Setup Lambda

Steps we will perform in this section

  • Setup a Lambda function, a Kinesis Data Firehose delivery stream and a Lambda trigger or event source mapping between the Amazon MSK Apache Kafka topic and the Lambda function.

Use CloudFormation and SAM (Serverless Application Model) to deploy resources

  • Go back to the AWS Cloud9 console. Click on MSKClient-Cloud9EC2Bastion.

  • Click on Open IDE (or go back to the browser tab if already open).


  • You should be connected to the KafkaClientEC2Instance instance. If not, ssh to the KafkaClientEC2Instance instance by pasting the ssh command you copied in the last section.

  • Go to the /tmp/kafka directory and clone the integration-sample-lambda-msk git repository.
    Note: Take a look at the code in GitHub . To see a summary of what the code is doing see Overview.

    cd /tmp/kafka
    git clone https://github.com/aws-samples/integration-sample-lambda-msk.git
    cd integration-sample-lambda-msk
    
  • Run the deploy.sh script. The script does the following. (You can cat the script to look at its contents.)

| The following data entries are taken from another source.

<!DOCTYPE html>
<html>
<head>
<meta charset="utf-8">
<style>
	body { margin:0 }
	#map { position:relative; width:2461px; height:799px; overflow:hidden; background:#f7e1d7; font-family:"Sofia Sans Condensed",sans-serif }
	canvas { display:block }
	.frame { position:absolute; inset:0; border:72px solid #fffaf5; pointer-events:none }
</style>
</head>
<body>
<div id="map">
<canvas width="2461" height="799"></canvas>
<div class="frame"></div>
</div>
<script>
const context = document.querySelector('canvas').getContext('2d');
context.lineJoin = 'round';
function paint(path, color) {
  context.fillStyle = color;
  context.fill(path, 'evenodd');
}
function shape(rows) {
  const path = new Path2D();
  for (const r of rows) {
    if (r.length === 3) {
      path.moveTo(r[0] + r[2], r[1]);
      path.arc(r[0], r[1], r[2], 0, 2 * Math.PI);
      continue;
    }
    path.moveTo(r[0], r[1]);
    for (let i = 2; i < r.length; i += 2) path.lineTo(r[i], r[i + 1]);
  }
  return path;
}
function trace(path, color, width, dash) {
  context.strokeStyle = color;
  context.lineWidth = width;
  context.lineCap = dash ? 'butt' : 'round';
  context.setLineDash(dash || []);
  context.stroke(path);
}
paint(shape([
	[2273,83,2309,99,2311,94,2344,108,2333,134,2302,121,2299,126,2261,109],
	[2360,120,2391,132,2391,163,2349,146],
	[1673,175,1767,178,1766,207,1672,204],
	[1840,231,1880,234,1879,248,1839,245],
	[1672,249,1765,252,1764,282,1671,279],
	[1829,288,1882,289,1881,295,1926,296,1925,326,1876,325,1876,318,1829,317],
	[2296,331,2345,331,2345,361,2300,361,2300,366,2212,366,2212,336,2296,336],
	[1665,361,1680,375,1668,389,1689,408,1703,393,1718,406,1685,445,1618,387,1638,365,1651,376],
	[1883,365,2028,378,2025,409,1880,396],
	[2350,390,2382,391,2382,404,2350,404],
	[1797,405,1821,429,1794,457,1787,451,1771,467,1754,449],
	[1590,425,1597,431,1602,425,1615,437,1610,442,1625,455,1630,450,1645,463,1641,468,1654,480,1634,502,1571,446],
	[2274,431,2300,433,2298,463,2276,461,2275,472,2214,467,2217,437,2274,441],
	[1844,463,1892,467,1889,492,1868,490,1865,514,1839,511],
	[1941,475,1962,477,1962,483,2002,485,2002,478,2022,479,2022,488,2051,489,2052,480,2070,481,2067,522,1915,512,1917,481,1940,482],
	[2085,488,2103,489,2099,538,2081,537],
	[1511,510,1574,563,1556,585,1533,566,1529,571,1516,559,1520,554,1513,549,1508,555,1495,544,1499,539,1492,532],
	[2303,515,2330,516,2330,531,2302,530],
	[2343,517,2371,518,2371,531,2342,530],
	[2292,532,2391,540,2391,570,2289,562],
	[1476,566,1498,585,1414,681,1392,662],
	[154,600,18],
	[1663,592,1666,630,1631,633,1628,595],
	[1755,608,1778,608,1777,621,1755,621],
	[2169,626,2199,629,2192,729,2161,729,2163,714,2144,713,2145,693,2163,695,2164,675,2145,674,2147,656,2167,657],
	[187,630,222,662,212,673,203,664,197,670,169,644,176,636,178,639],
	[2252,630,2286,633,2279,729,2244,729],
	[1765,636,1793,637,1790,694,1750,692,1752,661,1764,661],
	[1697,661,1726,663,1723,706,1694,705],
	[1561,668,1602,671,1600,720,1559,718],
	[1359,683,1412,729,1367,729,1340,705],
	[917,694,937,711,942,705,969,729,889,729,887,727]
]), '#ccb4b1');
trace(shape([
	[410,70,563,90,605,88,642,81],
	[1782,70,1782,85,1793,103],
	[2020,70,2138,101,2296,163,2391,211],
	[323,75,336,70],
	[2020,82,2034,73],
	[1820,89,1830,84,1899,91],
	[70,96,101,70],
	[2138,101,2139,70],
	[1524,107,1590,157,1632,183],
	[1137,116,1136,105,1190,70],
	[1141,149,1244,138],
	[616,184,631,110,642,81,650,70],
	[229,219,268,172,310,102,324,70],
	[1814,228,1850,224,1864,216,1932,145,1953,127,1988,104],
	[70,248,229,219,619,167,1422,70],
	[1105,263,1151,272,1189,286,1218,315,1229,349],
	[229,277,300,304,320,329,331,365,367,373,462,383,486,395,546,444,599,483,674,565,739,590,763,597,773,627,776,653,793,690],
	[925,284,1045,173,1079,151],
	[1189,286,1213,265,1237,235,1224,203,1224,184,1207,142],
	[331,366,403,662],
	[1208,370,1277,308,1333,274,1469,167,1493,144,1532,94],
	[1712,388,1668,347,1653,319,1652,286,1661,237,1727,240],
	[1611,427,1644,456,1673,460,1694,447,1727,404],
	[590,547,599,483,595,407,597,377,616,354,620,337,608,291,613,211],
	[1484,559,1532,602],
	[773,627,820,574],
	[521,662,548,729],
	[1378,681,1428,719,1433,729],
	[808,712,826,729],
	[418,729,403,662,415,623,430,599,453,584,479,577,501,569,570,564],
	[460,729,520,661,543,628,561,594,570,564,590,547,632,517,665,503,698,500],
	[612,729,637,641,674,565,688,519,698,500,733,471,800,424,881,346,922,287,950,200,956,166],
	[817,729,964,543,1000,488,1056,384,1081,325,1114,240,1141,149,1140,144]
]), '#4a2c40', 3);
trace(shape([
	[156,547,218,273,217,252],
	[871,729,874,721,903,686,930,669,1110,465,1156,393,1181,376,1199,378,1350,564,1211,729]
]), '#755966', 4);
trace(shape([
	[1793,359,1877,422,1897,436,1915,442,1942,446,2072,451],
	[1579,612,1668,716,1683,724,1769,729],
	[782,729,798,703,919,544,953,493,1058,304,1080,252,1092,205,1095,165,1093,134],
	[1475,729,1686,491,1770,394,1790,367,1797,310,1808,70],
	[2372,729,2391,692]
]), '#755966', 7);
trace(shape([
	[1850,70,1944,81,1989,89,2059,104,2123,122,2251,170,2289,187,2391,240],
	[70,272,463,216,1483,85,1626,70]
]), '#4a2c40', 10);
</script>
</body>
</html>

    1. It builds a jar file for the Lambda function.
    2. It creates an Amazon S3 bucket to be used for uploaded artifacts with a random prefix in its name.
    3. It uses CloudFormation to build the Lambda function and package its resources.
    4. It deploys the sam template and creates a CloudFormation stack with multiple resources. The resources include:
      • An IAM policy to be used by the Lambda function.
      • An IAM role with the policy to be used by the Lambda function.
      • An IAM role to be used by Amazon Kinesis Data Firehose.
      • A Kinesis Data Firehose delivery stream.
      • The Lambda function which will process records from a topic in Amazon MSK and send to Kinesis Data Firehose.
      • An EventSourceMapping mapping the Lambda function to the Amazon MSK Apache Kafka topic.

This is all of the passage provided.